This is a simulation of a walking robot whose control architecture is based on Perceptual Control Theory. The simulation is an applet that you can find farther down this page, after the instructions on how to use it.
Skip directly to the applet.
Description of the control systems.
1. This applet does not work with Netscape, at least up to Netscape version 4.7. As far as I know, this is due to an incompatibility between Netscape and the Java AWT 1.1, so there is nothing I can do about this. It does work in the Internet Explorer and in applet runners included with Java development environments.
2. Although the overall shape is modelled on the stick insect, the robot is on a much larger scale. The body is one metre long and weighs 20kg. Each upper and lower leg is 40cm long.
These are just a few notes to get you started. The applet is mainly written as a research tool for myself, and I have not documented the numerous controls.
Click "Run". Not a great deal will seem to happen, but if you watch closely at the animation as you click "Run", you will see some coloured lines suddenly appear at various places on the robot and then shrink back to almost nothing. The robot is just standing up, supporting its own weight against gravity.
Now click the radio button called "Navigation". This causes a new set of controls to appear in the lower part of the applet. Towards the right there is a column of two checkboxes called "Enabled", both of them blank. Click on both of them. The robot will now begin walking towards the black blobs, which represent food. When it gets close enough to one, it eats it and a new blob is created at a random location.
You will see various coloured lines waving madly around the robot. These are a visual indication of the forces operating on it. You will get a clearer view of the robot if you turn them off, and the simulation will also run faster. Turn off the checkbox "Show forces".
Now you can give it some uneven terrain to walk over. Click the "Terrain" radio button. You get a new set of controls that let you select flat ground, uneven grouns, or a staircase. Click the radio button called "Random". The terrain changes to random uneven ground. Experiment with the scroll bars called "Smoothness" and "Amplitude" to vary the type of unevenness. (If, below the word "Smoothness" you see only a number, not a scrollbar, click the "Terrain" radio button again and the scrollbars should appear. This is due to some initialisation problem in my code. It only shows up in recent versions of Internet Explorer and Java.)
You can see the path the robot has taken by turning on the "Show trail" checkbox. It drops one blue blob every second of simulated time.
The "Big" checkbox changes the layout to give most of the space to the animation.
On a PC with a 500 MHz Celeron the simulation runs at around 150-300 frames/second. With the default simulation time-step, this is approximately real time. Performance depends not only on the processor speed, but also on the Java virtual machine you have installed.
+----------------------------------------------------+ | | column | | | | | Messages | | Animation | of | from | | | | applet | | | buttons | | +----------------------------------------------------+ | block of buttons, | | | checkboxes, and | five scrollbars | | text items. | | +-------------------+--------------------------------+ | | | four rows of radio buttons | | | +----------------------------------------------------+ | | | Each of the above buttons selects a different | | panel of controls shown here | | | +----------------------------------------------------+
If you resize your browser window, the applet will adjust itself to fit.

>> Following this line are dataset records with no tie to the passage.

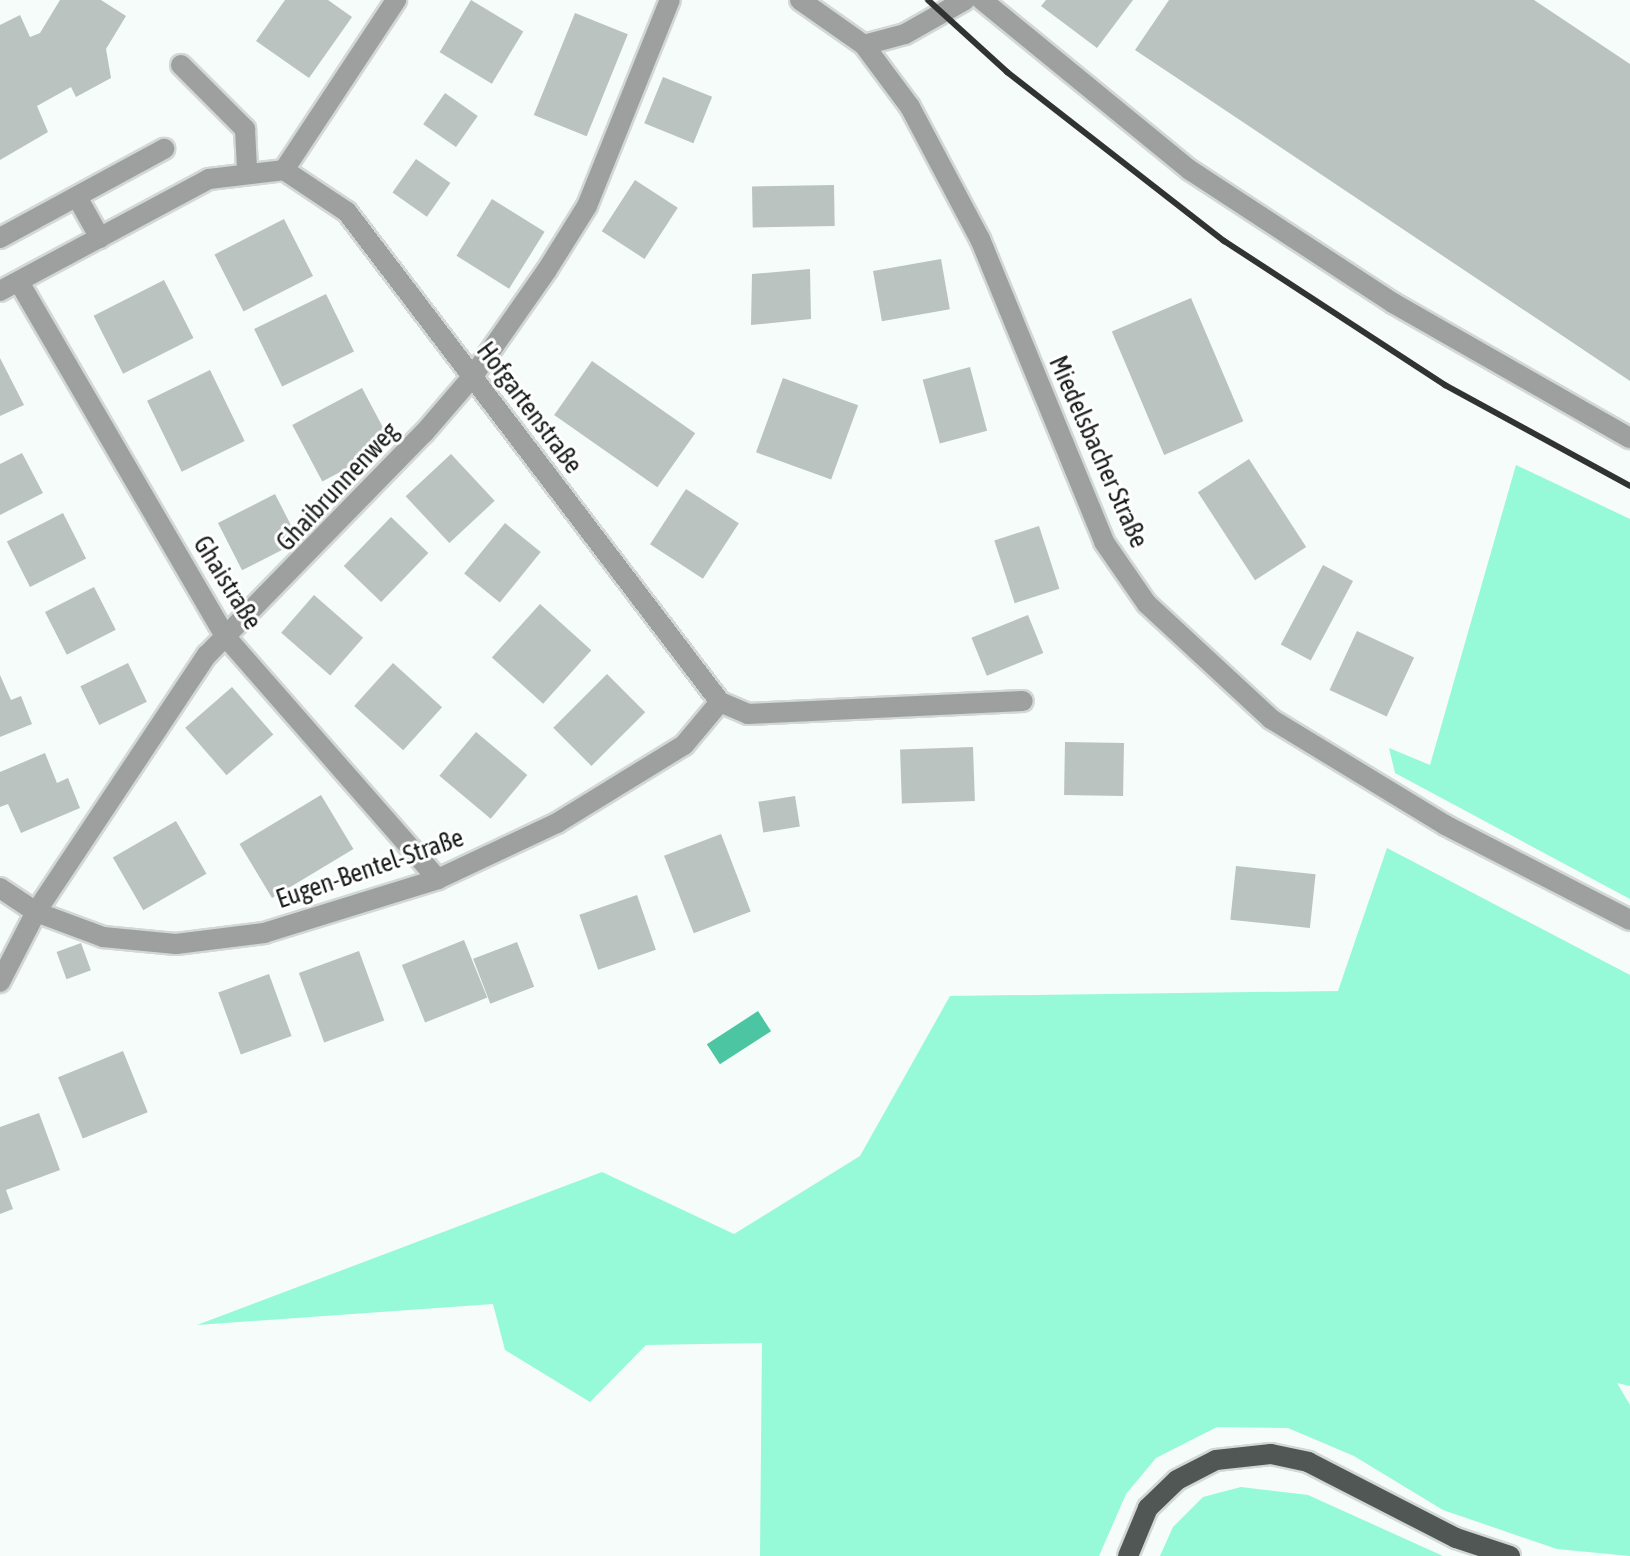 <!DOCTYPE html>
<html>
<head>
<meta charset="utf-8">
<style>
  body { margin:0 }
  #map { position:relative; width:1630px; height:1556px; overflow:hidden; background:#f5fcf9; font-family:"Asap Condensed",sans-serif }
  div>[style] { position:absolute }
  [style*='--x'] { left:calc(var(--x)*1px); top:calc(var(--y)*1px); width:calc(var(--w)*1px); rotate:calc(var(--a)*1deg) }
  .green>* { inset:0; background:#96f9d7 }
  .water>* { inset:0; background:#4cc6a2; transform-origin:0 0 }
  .building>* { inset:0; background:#bbc3c0; transform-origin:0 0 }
  .roads { filter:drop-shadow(2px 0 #d2d8d5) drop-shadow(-2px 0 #d2d8d5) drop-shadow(0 2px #d2d8d5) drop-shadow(0 -2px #d2d8d5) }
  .minor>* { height:20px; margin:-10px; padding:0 10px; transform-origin:10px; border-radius:10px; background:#9da09e }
  .major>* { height:20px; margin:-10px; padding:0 10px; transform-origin:10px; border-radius:10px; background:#515755 }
  .rail>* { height:6px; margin:-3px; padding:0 3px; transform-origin:3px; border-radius:3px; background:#303332 }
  span { translate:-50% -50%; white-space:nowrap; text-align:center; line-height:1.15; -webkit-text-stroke:6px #fff; paint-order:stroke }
  .street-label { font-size:26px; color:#191c1b }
</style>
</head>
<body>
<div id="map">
  <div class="green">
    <div style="clip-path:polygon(1516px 465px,1630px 519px,1630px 899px,1395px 773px,1389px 748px,1430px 765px)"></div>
    <div style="clip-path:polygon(1387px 848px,1630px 975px,1630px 1386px,1617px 1383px,1630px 1405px,1630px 1556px,1557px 1549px,1443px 1510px,1354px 1456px,1288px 1428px,1217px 1427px,1156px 1458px,1126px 1494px,1099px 1556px,760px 1556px,762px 1343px,646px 1345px,590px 1402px,505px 1350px,493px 1304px,197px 1325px,602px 1172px,734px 1234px,860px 1156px,950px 996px,1338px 991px)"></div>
    <div style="clip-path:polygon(1241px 1487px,1308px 1495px,1443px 1556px,1160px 1556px,1173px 1527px,1203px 1497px)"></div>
  </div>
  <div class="water">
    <div style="left:758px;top:1011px;width:24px;height:61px;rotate:57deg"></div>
  </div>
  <div class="building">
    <div style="clip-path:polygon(60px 0,101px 0,126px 16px,106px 49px,111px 78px,76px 97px,71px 87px,37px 106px,48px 132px,0 160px,0 25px,20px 15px,30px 37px,40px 33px)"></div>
    <div style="clip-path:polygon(285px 0,328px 0,352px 17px,309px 78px,256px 41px)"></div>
    <div style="left:471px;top:0;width:61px;height:61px;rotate:31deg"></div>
    <div style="clip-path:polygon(1046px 0,1133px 0,1097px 48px,1041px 6px)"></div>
    <div style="clip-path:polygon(1169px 0,1534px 0,1630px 64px,1630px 381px,1135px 50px)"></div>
    <div style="left:575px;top:13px;width:57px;height:110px;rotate:22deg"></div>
    <div style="left:663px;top:77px;width:53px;height:50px;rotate:22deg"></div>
    <div style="left:445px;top:93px;width:40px;height:38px;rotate:35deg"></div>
    <div style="left:416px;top:159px;width:42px;height:41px;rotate:35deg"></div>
    <div style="left:635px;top:180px;width:51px;height:61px;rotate:33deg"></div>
    <div style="left:834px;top:185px;width:41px;height:82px;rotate:89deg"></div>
    <div style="left:492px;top:199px;width:62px;height:67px;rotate:32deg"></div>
    <div style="left:284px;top:219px;width:64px;height:78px;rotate:63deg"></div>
    <div style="left:941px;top:259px;width:51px;height:69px;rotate:80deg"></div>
    <div style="clip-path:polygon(810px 269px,811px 319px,751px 325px,752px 274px)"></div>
    <div style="left:164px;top:280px;width:65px;height:79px;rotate:63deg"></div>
    <div style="left:326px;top:294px;width:64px;height:80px;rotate:64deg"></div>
    <div style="left:1191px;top:298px;width:134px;height:86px;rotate:67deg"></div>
    <div style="clip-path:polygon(0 358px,24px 405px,0 416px)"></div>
    <div style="left:592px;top:361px;width:126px;height:66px;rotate:35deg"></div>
    <div style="left:970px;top:367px;width:66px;height:49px;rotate:75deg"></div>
    <div style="left:210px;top:370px;width:79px;height:70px;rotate:64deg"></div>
    <div style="left:783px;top:378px;width:80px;height:79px;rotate:20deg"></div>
    <div style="left:362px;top:388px;width:64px;height:79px;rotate:62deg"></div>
    <div style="clip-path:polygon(22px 453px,43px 493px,0 515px,0 464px)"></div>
    <div style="left:451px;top:454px;width:64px;height:62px;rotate:47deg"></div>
    <div style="left:1249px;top:459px;width:105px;height:61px;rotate:57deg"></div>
    <div style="left:686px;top:489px;width:63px;height:66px;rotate:33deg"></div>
    <div style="left:275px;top:494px;width:53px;height:64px;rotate:63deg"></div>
    <div style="left:63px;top:513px;width:51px;height:63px;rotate:63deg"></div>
    <div style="left:391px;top:517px;width:52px;height:68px;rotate:44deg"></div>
    <div style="left:505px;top:523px;width:46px;height:65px;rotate:39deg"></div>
    <div style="left:1039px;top:526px;width:66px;height:47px;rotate:72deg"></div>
    <div style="left:1323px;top:565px;width:34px;height:90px;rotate:28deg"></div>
    <div style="left:94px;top:587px;width:48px;height:55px;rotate:63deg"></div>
    <div style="left:314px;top:595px;width:65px;height:50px;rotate:41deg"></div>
    <div style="left:540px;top:604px;width:69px;height:72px;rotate:42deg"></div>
    <div style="left:1028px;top:615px;width:41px;height:61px;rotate:68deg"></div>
    <div style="left:1357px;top:631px;width:63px;height:65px;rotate:25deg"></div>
    <div style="left:128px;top:663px;width:43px;height:53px;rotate:64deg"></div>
    <div style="left:393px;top:663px;width:66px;height:58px;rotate:42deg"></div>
    <div style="left:607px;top:674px;width:54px;height:76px;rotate:45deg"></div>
    <div style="clip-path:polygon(0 675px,11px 700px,21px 696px,32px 724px,0 737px)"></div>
    <div style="left:232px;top:687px;width:63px;height:62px;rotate:49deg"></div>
    <div style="left:476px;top:732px;width:67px;height:57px;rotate:40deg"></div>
    <div style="left:1065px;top:742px;width:59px;height:53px;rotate:1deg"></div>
    <div style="left:973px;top:747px;width:54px;height:73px;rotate:88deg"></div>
    <div style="clip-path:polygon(45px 753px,57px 783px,68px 778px,80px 808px,21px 833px,8px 804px,0 807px,0 772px)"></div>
    <div style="left:321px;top:795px;width:63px;height:95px;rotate:59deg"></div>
    <div style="left:795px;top:796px;width:31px;height:37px;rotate:81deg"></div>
    <div style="left:176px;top:821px;width:61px;height:73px;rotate:60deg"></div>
    <div style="left:721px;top:834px;width:83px;height:61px;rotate:69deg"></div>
    <div style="left:1236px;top:866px;width:80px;height:54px;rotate:6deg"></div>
    <div style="left:637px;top:895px;width:58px;height:61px;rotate:71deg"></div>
    <div style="left:464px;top:940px;width:62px;height:67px;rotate:68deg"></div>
    <div style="left:517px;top:942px;width:48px;height:47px;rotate:69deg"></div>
    <div style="left:81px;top:943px;width:29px;height:26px;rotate:70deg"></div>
    <div style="left:359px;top:951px;width:74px;height:64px;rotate:70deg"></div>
    <div style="left:269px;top:974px;width:66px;height:54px;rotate:70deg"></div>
    <div style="left:123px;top:1051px;width:66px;height:70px;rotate:68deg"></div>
    <div style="clip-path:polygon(39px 1113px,60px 1170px,6px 1190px,13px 1209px,0 1214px,0 1127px)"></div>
  </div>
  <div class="roads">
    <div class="minor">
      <div style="--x:800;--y:0;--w:78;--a:35.1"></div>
      <div style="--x:864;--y:45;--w:77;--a:53.4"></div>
      <div style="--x:910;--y:107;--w:149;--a:62.1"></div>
      <div style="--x:980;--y:239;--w:327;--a:67.7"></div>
      <div style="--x:1104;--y:542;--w:75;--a:55.3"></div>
      <div style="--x:1147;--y:604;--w:169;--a:42.8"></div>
      <div style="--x:1271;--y:719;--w:204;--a:31.3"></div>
      <div style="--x:1445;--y:825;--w:208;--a:27.2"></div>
      <div style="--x:982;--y:0;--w:269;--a:39.3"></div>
      <div style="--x:1190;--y:170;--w:243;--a:33.2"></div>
      <div style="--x:1393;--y:303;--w:273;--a:29.7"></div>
      <div style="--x:864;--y:45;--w:42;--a:-15"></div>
      <div style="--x:905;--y:34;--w:69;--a:-29.5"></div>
      <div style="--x:181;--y:65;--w:91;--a:45"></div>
      <div style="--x:245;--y:129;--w:40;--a:87.1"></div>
      <div style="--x:284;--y:170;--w:204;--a:-56.6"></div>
      <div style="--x:77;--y:197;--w:47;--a:60.7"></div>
      <div style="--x:0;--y:238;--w:187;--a:-28.5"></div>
      <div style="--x:19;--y:282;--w:410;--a:59.8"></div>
      <div style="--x:225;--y:636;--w:323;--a:48.8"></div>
      <div style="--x:0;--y:291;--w:237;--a:-28.2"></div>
      <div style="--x:209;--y:179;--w:76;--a:-6.8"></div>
      <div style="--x:284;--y:170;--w:76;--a:33.7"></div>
      <div style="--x:347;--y:212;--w:616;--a:52.72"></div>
      <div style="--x:720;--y:702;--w:30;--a:23"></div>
      <div style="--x:748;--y:714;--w:275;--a:-2.7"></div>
      <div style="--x:0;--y:888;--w:43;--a:33.7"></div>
      <div style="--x:36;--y:912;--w:72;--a:20.5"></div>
      <div style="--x:103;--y:937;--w:73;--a:5.5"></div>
      <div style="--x:176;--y:944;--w:89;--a:-7.1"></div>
      <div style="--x:264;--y:933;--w:182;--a:-17.2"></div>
      <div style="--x:438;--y:879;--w:132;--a:-25.2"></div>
      <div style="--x:557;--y:823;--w:149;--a:-31.6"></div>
      <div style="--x:684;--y:745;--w:56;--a:-50.1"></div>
      <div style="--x:0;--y:982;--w:79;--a:-62.8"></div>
      <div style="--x:36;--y:912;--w:309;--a:-56.4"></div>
      <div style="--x:207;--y:655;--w:310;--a:-45.7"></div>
      <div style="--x:424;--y:433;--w:75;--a:-49.3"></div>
      <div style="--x:473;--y:376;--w:129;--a:-55.1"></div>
      <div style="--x:547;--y:270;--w:75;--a:-58"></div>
      <div style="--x:587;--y:206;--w:222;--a:-68.1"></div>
    </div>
    <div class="major">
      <div style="--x:1128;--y:1556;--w:52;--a:-67.4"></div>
      <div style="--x:1148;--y:1508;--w:40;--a:-44"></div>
      <div style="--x:1177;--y:1480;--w:44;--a:-27.1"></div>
      <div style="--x:1216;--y:1460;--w:55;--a:-6.2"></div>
      <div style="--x:1271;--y:1454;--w:38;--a:12"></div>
      <div style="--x:1308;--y:1462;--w:166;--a:27.2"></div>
      <div style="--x:1456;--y:1538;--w:57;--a:18.4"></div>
    </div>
  </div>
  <div class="rail">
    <div style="--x:928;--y:0;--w:107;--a:42.3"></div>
    <div style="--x:1007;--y:72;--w:275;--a:37.9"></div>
    <div style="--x:1224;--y:241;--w:264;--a:33.1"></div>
    <div style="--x:1445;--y:385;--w:211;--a:28.6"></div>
  </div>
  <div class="street-label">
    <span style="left:529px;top:408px;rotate:53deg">Hofgartenstraße</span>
    <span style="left:1098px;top:452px;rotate:66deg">Miedelsbacher Straße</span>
    <span style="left:338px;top:487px;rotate:-47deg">Ghaibrunnenweg</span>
    <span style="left:227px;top:583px;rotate:58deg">Ghaistraße</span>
    <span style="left:370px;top:869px;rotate:-19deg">Eugen-Bentel-Straße</span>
  </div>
</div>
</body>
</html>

Versions of Archy are available with four, eight, or twenty legs. The code of the applet is identical in all cases; the number of legs is a parameter supplied when the applet starts.
The robot can do the following:
As interesting as what it does, is what it does not need to do to achieve these things.
The robot's only perceptions are these:
The applet is written in Java, using the AWT 1.1 for all the controls. Besides the couple of thousand lines it takes to set up all those controls, there is another couple of thousand concerned with simulating the motion of a rigid body by iterative solution of the differential equations. The code for the actual control systems of the robot is a tiny fraction of the whole, and is the only code that would be required in a physical construction. In fact, the controllers are all P-I-D, for which integrated circuits can be obtained off the shelf, so a construction containing no software at all would be possible (although for reasons of flexibility it would not necessarily be desirable).
The physical simulation is rather incomplete, in that the legs are not modelled dynamically, but assumed to have negligible mass and moment, and to instantly take up whatever conformation is dictated by the position and orientation of the body and the position of the foot on the ground. This conformation is unique, because each leg has three degrees of freedom. The problem thus reduces to determining the path of a single rigid body acted on by forces and torques. The legs lose contact with the ground when the contact force goes negative, but when they are in contact, the transverse frictional force is unlimited. Legs which are lifted off the ground for the purpose of walking are simply placed in the desired position instead of modelling their movement under the action of forces.
Being dissatisfied with these short-cuts, I began work on simulating articulated rigid bodies more accurately (using Featherstone's algorithm), in order to model the dynamics of the legs. While I was doing so, a free library for just this task became available from MathEngine and I switched development to C++. This means that subsequent versions of the simulation are not available over the web.
Archy is a cockroach who appears in the works of Don Marquis.